THE STATISTICS released last week on applicants to the Class of 1986 are more upsetting than startling. Admissions Office figures showed that the number of applicants whose parents didn't attend college dropped by 570 students from last year,--showing that the percentage of "non-affluent" applicants may have fallen off sharply. Those trends suggest ominously that the economic and racial diversity Harvard so rightly prized could prove more elusive than ever in years to come.

Equally disturbing, restoring the accessibility of a Harvard education seems largely out of the College's contro' Officials here blame much of the drop on the President's financial aid cuts; those reductions have not only reduced students' financial assets, but have also bred dangerous misconceptions about the availability of a Harvard degree.

Hearing how other colleges have scrapped their aid-blind admissions policies, it seems that working-class students have taken to assuming that elite colleges like Harvard are financially off-limits to them. Cutbacks in funding for high school guidance counselors have certainly helped propagate that ignorance. The tragedy is that many reach that judgment without attending the University's informational sessions on admissions. Those meetings would tell them that Harvard, unlike so many fiscally strapped schools, remains committed to an aid-blind admissions policy, despite the inroads of the Reagan cuts and inflation.

Higher education's painfully built-up reputation as a process offering an unusual degree of equal access to all classes has thus been dealt a severe philosophical blow. And as the cuts and rising costs force school after school to abandon publicly their idealistic aid-blind policies, a vicious cycle of cuts and retrenchment is fueled.

Other schools' abandonment of such financial aid programs has taken place quietly. Just recently, investigative efforts by Northwestern University's student government discovered that that institution had rejected several thousand applicants because they could not pay tuition--well before announcing its abandonment of aid-blind admissions.


Short of making financial information unavailable to admissions committee, there seems no way to keep colleges--especially those with fixed budgets--from using aid as a criterion to settle hard cases. We can only reiterate our hope that Harvard has yet to reach this crisis point. The College's recent allocation of an additional $100,000 in Faculty funds allocated to the admissions and financial aid budget to maintain aid-blind admissions offer much encouragement.

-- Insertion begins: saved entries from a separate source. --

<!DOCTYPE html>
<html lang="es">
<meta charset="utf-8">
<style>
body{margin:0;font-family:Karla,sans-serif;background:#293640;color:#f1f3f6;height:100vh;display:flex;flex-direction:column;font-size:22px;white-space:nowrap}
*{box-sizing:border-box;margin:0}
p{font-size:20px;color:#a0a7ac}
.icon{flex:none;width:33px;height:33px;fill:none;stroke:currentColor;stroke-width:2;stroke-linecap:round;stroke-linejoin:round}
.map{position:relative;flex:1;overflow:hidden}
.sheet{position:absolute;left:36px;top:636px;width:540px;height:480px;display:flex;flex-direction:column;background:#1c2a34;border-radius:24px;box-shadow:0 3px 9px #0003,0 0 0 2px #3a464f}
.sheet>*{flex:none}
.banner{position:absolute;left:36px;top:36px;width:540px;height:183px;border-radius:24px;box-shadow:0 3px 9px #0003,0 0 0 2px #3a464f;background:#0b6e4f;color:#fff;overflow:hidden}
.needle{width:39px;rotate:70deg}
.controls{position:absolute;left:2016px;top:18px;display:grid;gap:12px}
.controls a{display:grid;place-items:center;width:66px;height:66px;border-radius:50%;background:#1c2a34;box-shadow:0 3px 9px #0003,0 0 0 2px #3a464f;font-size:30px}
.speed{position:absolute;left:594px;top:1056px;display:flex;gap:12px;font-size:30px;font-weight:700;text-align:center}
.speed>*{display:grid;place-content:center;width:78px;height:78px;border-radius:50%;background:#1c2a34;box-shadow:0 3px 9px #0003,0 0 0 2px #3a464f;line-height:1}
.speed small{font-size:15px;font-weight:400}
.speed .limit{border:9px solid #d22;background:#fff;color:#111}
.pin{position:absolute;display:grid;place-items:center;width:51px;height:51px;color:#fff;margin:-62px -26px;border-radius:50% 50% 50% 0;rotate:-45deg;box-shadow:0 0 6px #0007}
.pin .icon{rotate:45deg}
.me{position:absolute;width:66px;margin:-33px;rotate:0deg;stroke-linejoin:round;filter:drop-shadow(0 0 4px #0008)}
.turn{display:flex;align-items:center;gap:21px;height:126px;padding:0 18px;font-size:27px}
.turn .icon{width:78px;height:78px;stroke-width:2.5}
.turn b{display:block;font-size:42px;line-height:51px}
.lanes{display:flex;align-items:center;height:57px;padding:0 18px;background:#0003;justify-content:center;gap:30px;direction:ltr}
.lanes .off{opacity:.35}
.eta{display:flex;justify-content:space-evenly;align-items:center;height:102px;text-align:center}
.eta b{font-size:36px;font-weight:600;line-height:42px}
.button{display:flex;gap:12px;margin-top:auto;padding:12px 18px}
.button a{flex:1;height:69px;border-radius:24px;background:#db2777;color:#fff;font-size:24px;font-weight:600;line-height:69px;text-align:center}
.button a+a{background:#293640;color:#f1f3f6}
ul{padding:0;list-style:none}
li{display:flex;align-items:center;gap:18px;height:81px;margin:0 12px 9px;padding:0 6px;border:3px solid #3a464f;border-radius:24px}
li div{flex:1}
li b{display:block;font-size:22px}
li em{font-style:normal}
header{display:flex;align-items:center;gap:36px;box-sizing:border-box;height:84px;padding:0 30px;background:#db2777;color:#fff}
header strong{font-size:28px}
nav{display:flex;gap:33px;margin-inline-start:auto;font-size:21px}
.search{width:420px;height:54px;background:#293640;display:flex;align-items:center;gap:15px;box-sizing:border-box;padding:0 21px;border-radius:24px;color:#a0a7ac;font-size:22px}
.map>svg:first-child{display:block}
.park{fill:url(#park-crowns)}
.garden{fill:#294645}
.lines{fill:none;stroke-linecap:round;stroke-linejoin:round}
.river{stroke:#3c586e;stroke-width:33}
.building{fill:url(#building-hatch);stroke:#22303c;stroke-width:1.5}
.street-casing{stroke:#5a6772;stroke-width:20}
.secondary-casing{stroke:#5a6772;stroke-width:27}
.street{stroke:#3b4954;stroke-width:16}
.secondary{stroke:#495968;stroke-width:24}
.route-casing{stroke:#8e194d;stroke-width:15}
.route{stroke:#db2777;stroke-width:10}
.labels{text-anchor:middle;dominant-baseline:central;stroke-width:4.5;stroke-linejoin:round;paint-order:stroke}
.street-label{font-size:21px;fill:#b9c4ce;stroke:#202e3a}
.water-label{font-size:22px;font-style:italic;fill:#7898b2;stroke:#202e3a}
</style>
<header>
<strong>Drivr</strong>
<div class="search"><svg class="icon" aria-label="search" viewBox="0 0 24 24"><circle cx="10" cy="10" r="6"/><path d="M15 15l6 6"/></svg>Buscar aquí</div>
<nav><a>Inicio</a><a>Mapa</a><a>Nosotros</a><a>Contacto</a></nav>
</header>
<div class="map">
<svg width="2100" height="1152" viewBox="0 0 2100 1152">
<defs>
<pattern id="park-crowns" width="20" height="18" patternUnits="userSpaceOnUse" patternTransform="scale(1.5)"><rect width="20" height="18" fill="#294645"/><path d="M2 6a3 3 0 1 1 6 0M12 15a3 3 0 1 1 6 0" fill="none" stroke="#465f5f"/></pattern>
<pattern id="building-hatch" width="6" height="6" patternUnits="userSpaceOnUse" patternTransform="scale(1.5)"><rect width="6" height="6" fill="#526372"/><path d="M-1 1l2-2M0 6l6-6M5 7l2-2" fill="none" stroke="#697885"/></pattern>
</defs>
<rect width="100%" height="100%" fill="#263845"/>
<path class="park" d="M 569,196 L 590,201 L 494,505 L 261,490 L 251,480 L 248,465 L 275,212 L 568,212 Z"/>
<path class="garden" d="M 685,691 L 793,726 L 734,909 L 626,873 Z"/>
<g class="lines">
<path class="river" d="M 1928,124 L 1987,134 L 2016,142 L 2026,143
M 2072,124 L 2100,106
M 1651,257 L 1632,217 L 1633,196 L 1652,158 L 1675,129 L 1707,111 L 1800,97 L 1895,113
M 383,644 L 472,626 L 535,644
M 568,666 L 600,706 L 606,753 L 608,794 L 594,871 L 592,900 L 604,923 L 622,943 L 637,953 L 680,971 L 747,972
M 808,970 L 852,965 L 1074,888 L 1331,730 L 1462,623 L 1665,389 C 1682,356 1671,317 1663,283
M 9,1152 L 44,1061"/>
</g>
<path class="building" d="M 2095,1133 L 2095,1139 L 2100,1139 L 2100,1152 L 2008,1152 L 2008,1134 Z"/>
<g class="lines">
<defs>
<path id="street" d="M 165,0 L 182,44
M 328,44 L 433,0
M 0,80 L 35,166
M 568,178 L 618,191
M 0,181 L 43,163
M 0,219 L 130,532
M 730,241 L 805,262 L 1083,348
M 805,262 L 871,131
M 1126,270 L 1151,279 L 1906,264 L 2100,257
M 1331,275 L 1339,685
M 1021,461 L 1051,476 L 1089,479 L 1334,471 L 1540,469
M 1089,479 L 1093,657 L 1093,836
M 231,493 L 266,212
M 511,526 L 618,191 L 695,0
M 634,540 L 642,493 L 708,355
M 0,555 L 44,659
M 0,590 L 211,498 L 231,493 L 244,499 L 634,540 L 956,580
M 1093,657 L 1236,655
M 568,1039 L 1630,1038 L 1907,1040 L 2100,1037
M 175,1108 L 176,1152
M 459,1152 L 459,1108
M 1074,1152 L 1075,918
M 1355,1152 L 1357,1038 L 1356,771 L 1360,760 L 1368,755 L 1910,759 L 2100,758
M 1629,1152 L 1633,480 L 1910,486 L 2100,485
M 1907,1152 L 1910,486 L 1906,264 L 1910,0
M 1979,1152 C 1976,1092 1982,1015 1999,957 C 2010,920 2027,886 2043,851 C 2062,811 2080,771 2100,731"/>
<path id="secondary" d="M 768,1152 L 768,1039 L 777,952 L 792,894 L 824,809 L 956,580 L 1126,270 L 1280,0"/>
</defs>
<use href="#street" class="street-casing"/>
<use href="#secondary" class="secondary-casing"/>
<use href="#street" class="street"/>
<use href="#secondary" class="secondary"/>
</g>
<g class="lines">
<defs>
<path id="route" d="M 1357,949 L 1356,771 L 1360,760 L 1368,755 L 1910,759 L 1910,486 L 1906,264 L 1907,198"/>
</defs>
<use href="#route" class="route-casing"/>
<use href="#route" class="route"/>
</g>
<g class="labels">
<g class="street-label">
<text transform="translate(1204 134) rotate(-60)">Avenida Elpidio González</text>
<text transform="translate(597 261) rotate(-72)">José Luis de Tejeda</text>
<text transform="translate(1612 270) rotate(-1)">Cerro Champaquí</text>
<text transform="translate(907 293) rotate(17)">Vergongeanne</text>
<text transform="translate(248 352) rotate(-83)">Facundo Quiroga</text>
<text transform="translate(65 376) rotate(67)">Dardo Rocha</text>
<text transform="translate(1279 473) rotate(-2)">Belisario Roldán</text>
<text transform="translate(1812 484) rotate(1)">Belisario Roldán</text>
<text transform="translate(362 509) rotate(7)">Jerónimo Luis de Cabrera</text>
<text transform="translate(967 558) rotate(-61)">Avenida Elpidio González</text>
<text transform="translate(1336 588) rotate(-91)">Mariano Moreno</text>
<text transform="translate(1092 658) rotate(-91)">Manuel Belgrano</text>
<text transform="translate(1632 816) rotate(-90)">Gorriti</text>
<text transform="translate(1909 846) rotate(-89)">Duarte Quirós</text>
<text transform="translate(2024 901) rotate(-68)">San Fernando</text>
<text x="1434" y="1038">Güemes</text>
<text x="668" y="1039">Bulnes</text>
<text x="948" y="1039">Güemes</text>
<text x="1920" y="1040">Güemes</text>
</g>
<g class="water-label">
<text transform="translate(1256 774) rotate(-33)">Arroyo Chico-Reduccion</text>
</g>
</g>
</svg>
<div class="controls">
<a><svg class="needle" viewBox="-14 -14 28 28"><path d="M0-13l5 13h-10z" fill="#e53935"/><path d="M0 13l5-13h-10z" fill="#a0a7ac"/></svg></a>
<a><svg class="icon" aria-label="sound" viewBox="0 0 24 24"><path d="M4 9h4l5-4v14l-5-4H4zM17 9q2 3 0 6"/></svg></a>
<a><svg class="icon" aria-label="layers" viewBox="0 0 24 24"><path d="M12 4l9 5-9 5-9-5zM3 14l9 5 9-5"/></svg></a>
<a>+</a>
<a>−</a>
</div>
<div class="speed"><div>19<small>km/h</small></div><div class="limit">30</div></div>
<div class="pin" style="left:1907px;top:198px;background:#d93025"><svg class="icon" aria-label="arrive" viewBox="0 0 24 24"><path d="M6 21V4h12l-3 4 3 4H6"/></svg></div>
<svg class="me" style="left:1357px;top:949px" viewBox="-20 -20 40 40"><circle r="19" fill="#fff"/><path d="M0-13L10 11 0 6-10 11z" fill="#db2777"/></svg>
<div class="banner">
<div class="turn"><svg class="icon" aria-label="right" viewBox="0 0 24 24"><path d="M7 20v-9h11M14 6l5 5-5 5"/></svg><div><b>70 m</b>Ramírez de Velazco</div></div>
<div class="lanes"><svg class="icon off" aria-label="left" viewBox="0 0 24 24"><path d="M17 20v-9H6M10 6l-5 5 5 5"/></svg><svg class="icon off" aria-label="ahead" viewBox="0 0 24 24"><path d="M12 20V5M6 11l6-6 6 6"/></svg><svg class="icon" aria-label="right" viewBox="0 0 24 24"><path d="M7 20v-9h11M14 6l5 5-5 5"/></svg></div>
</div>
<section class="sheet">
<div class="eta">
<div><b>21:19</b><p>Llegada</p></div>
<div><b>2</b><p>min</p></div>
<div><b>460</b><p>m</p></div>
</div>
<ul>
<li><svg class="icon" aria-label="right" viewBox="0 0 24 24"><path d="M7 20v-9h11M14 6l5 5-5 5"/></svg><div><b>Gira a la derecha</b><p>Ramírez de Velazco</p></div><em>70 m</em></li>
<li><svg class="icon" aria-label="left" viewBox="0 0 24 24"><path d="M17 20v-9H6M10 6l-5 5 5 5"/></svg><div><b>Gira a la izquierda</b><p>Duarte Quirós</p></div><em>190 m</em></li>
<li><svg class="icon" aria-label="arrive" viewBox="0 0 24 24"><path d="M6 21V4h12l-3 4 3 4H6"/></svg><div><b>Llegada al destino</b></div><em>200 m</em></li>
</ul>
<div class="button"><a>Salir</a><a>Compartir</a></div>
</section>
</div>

But such internal adjustments will be not be enough; word of such steps cannot be counted upon to percolate through to the students and parents who need most to be reassured of Harvard's accessibility. The Admissions Office must aggressively publicize its aid-blind policy--by recruiting harder, by printing better leaflets, and by telling students more loudly that they can depend on Harvard's support.

We wish such publicity efforts and genuine good intentions could prevent the coming crisis in college admissions; at best, however, they can only be counted on to make a terrible situation slightly less painful. They cannot restore the confidence that the Administration's ruthless budget cuts have destroyed. So it is all the more crucial that students, faculty, and administrators redouble their efforts on the legislative front, too--by rallying, voting, or lobbying Congress--in the hope of that Congress will be forced to turn against Reagan and repair some of the damage it has already done.